Poker machines play a major role in redistributing income away from those with the least and towards those with the most. According to the Productivity Commission the social cost of poker machines is approximately $4.7 billion per year. Perversely, those who profit most from this most inequitable of income distribution devices often justify the existing regulatory regime on the basis that a small portion of the money lost in poker machines is spent on building sporting and community facilities in some areas. Just why the money lost by problem gamblers should be the primary source of revenue for improving sporting ovals is, however, typically left unsaid.
A number of inquiries have recommended reform to the way poker machines are regulated in Australia in recent years however the election of the minority Gillard Government in 2010 gave impetus to such calls for change with Senator Nick Xenophon, Andrew Wilkie and Senator Richard Di Natale all supporting specific reform proposals. Perhaps unsurprisingly, the gambling industry has responded more critically to proposals to reduce the money lost in poker machines than the representatives of the disadvantaged communities that the machines are alleged to contribute to. Indeed, the gambling industry has suggested that the introduction of reforms such as ‘mandatory pre-commitment’ technology or setting a maximum poker machine bet a $1 would cost between $2.5 and $5 billion to implement.
This paper argues that such estimates, when linked to the actual reforms being proposed, are so exaggerated as to be fanciful. The paper begins with a brief overview of the poker machine market in Australia. The second section of the paper outlines the methodology on which the $5 billion cost estimate is based. The third section provides a critique of the method used by supporters of the gambling industry to generate their $5 billion estimate. The final section provides new estimates of the likely cost of the proposed poker machine reforms and concludes that the likely cost of policy reform would be around one tenth of that being suggested by some opponents of gambling reform.
The paper also makes the observation that if the cost of poker machine reform was anything like the $5 billion being suggested by the Australian Hotels Association then the volume of software and hardware modifications involved would actually create tens of thousands of skilled jobs.
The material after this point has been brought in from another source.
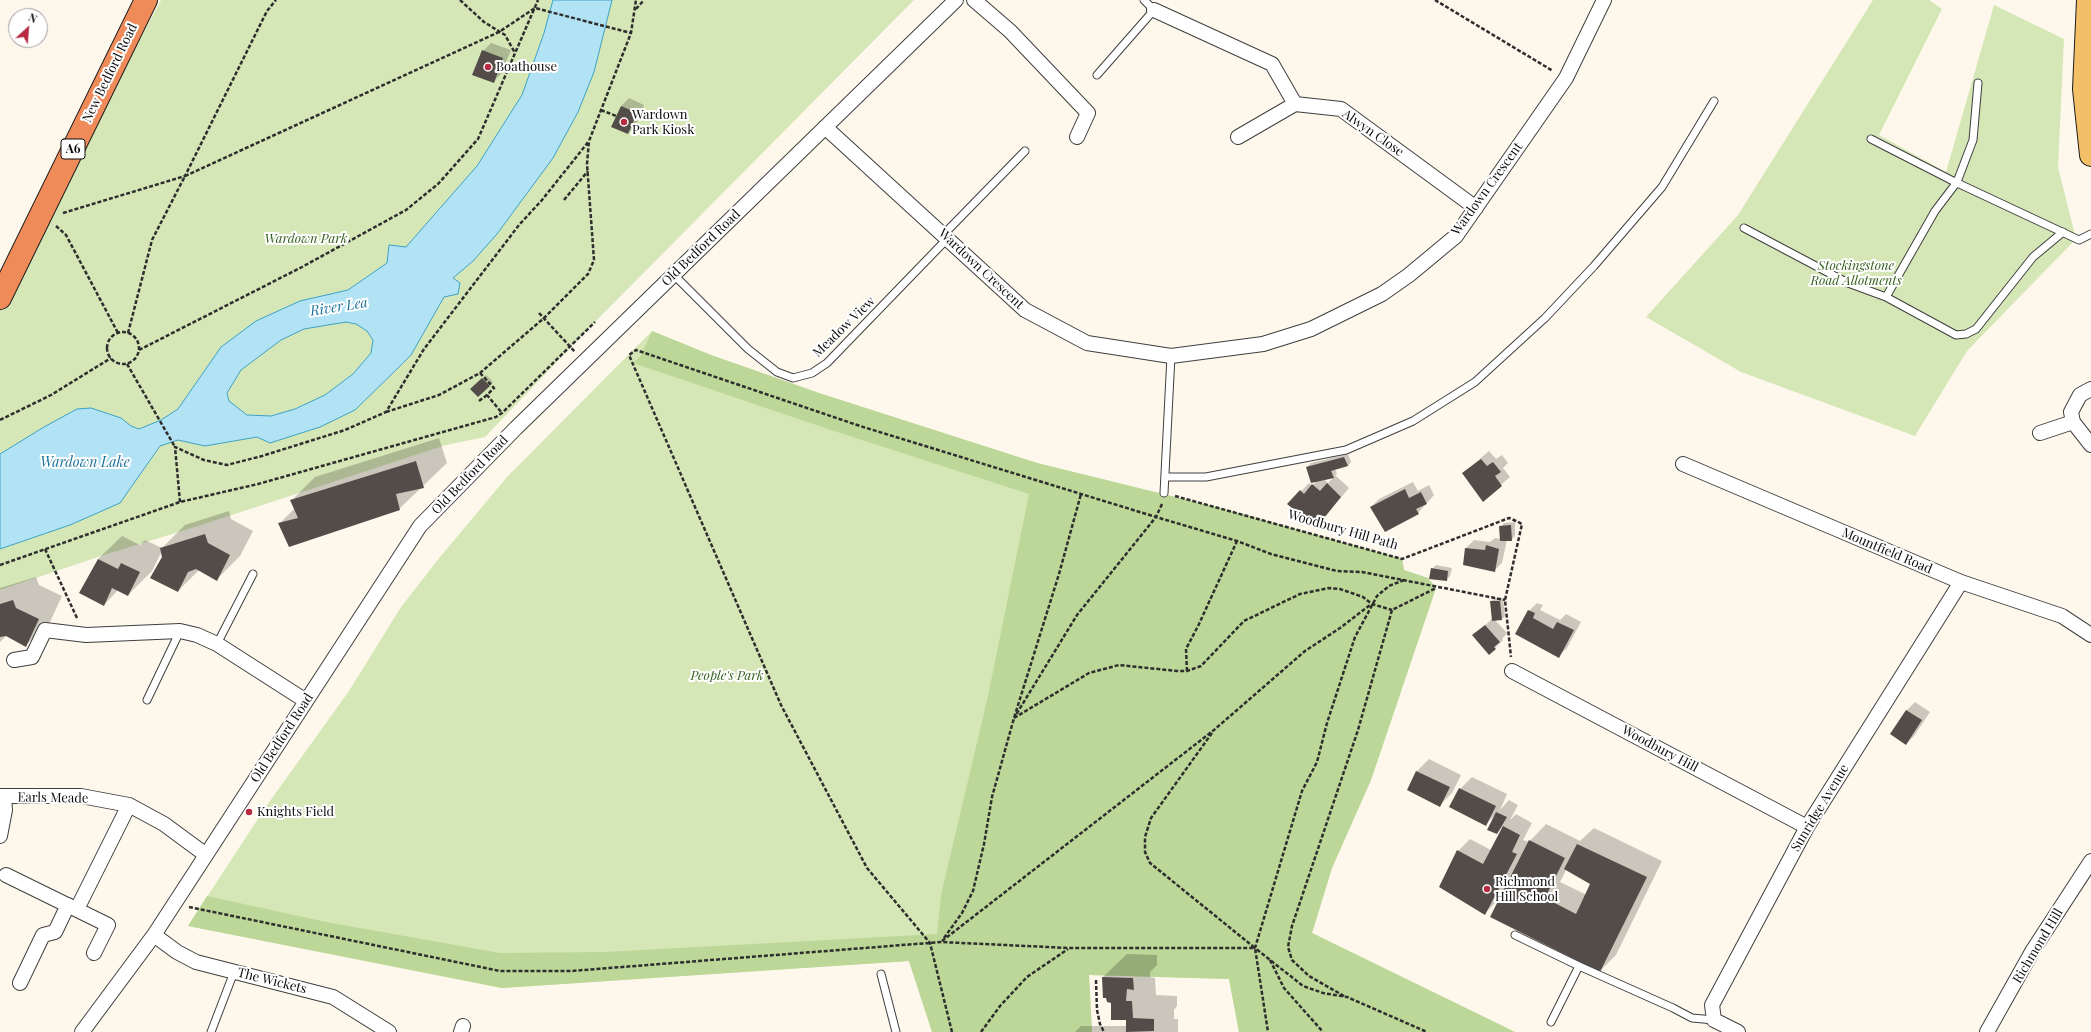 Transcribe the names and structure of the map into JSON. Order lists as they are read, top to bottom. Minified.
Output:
{"streets":{"highway":["New Bedford Road","A6"],"street":["Alwyn Close","Wardown Crescent","Old Bedford Road","Mountfield Road","Woodbury Hill","Earls Meade","Sunridge Avenue","Richmond Hill","The Wickets"],"lane":["Meadow View"],"path":["Woodbury Hill Path"]},"crossings":[["Alwyn Close","Wardown Crescent"],["Wardown Crescent","Old Bedford Road"],["Wardown Crescent","Meadow View"],["Old Bedford Road","Meadow View"],["Old Bedford Road","Earls Meade"],["Old Bedford Road","The Wickets"],["Woodbury Hill Path","Woodbury Hill"],["Mountfield Road","Sunridge Avenue"],["Woodbury Hill","Sunridge Avenue"]],"water":["River Lea","Wardown Lake"],"parks":["Wardown Park","Stockingstone Road Allotments","People's Park"],"places":["Boathouse","Wardown Park Kiosk","Knights Field","Richmond Hill School"],"north":"top right"} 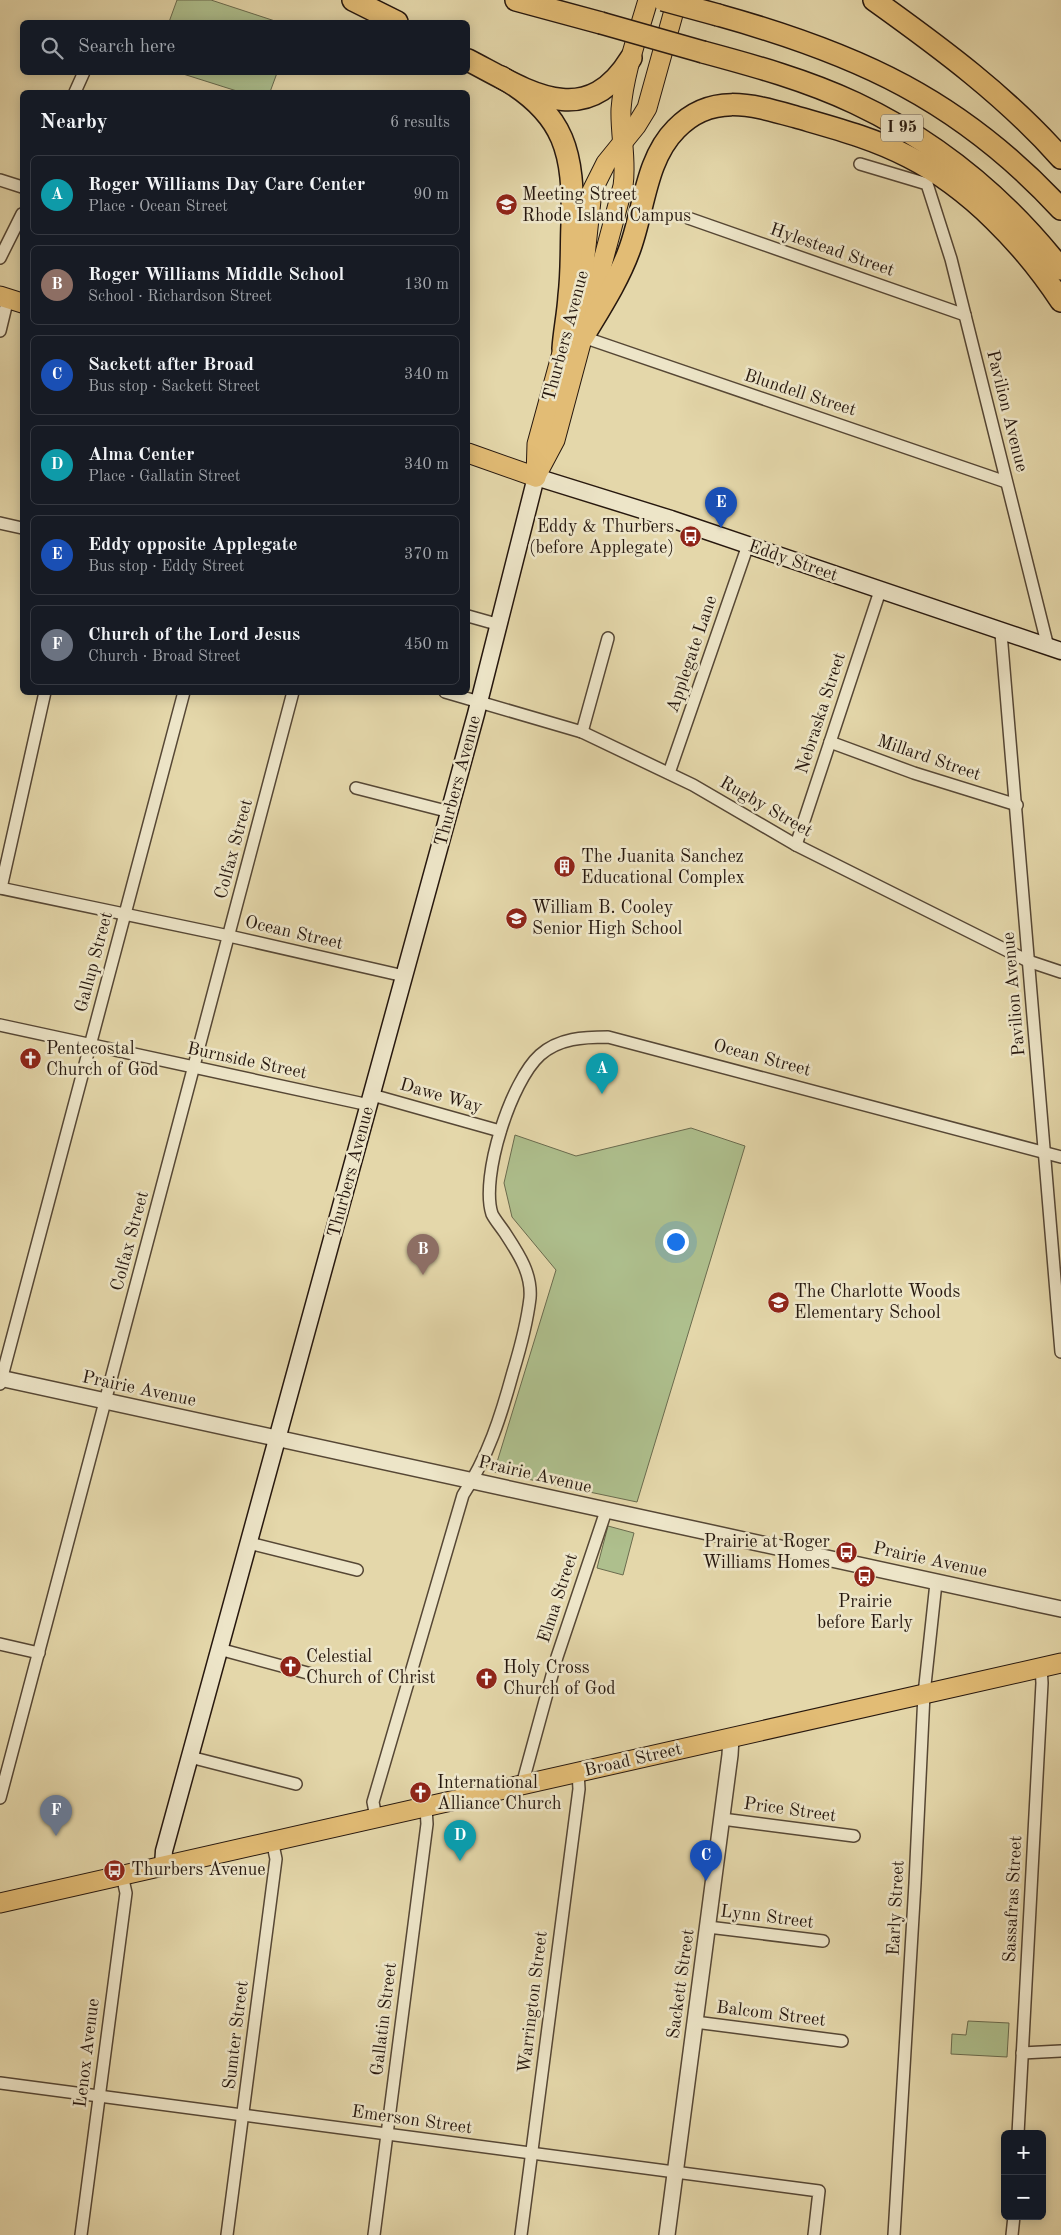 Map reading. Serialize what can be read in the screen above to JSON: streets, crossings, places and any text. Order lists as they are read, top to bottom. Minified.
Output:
{"streets":{"highway":["I 95"],"main road":["Thurbers Avenue","Eddy Street","Broad Street"],"street":["Hylestead Street","Blundell Street","Pavilion Avenue","Applegate Lane","Nebraska Street","Millard Street","Rugby Street","Colfax Street","Ocean Street","Gallup Street","Burnside Street","Dawe Way","Prairie Avenue","Elma Street","Price Street","Sassafras Street","Early Street","Lynn Street","Sackett Street","Warrington Street","Balcom Street","Gallatin Street","Sumter Street","Lenox Avenue","Emerson Street"]},"crossings":[["Hylestead Street","Pavilion Avenue"],["Thurbers Avenue","Blundell Street"],["Thurbers Avenue","Eddy Street"],["Thurbers Avenue","Rugby Street"],["Thurbers Avenue","Ocean Street"],["Thurbers Avenue","Burnside Street"],["Thurbers Avenue","Dawe Way"],["Thurbers Avenue","Prairie Avenue"],["Thurbers Avenue","Broad Street"],["Blundell Street","Pavilion Avenue"],["Pavilion Avenue","Eddy Street"],["Pavilion Avenue","Millard Street"],["Pavilion Avenue","Rugby Street"],["Pavilion Avenue","Ocean Street"],["Eddy Street","Applegate Lane"],["Eddy Street","Nebraska Street"],["Applegate Lane","Rugby Street"],["Nebraska Street","Millard Street"],["Nebraska Street","Rugby Street"],["Colfax Street","Ocean Street"],["Colfax Street","Burnside Street"],["Colfax Street","Prairie Avenue"],["Ocean Street","Gallup Street"],["Ocean Street","Dawe Way"],["Ocean Street","Prairie Avenue"],["Ocean Street","Broad Street"],["Gallup Street","Burnside Street"],["Gallup Street","Prairie Avenue"],["Burnside Street","Dawe Way"],["Prairie Avenue","Elma Street"],["Prairie Avenue","Early Street"],["Elma Street","Broad Street"],["Broad Street","Sassafras Street"],["Broad Street","Early Street"],["Broad Street","Sackett Street"],["Broad Street","Warrington Street"],["Broad Street","Gallatin Street"],["Broad Street","Sumter Street"],["Broad Street","Lenox Avenue"],["Price Street","Sackett Street"],["Lynn Street","Sackett Street"],["Sackett Street","Balcom Street"],["Sackett Street","Emerson Street"],["Warrington Street","Emerson Street"],["Gallatin Street","Emerson Street"],["Sumter Street","Emerson Street"],["Lenox Avenue","Emerson Street"]],"places":{"school or university":["Meeting Street Rhode Island Campus","William B. Cooley Senior High School","The Charlotte Woods Elementary School"],"bus stop":["Eddy & Thurbers (before Applegate)","Prairie at Roger Williams Homes","Prairie before Early","Thurbers Avenue"],"building":["The Juanita Sanchez Educational Complex"],"church":["Pentecostal Church of God","Celestial Church of Christ","Holy Cross Church of God","International Alliance Church"]},"page":{"search":"Search here","heading":["Nearby","6 results"],"list":[{"mark":"A","name":"Roger Williams Day Care Center","note":"Place · Ocean Street","value":"90 m"},{"mark":"B","name":"Roger Williams Middle School","note":"School · Richardson Street","value":"130 m"},{"mark":"C","name":"Sackett after Broad","note":"Bus stop · Sackett Street","value":"340 m"},{"mark":"D","name":"Alma Center","note":"Place · Gallatin Street","value":"340 m"},{"mark":"E","name":"Eddy opposite Applegate","note":"Bus stop · Eddy Street","value":"370 m"},{"mark":"F","name":"Church of the Lord Jesus","note":"Church · Broad Street","value":"450 m"}],"pins":["E","A","B","F","D","C"],"map_buttons":["+","−"]}}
But, that said, the main conclusion of the paper is that the costs of reform will be nothing like the $5 billion suggested by opponents of reform. The estimated reform costs from this paper are much smaller than those preferred by the Australian Hotels Association because they are based on the reforms under proposal rather than a hypothetical requirement to modify all poker machines simultaneously and immediately. Another major reason for the disparity is that the estimates provided below do not attribute the full replacement cost of decade old poker machines to the introduction of new regulation. That is, all commercial equipment has a commercial life and over the course of that life assets are typically ‘depreciated’ in value by their owners.
The $5 billion estimate, on the other hand, attributes the full cost of replacing a ten year old poker machine to the introduction of new policy. The estimates developed in this paper, on the other hand, make the more traditional assumption that all machines would eventually be replaced as they ended their commercial life and that the ‘cost’ of policy reform should only include the residual depreciated value of poker machines that have been replaced earlier than they might have otherwise been.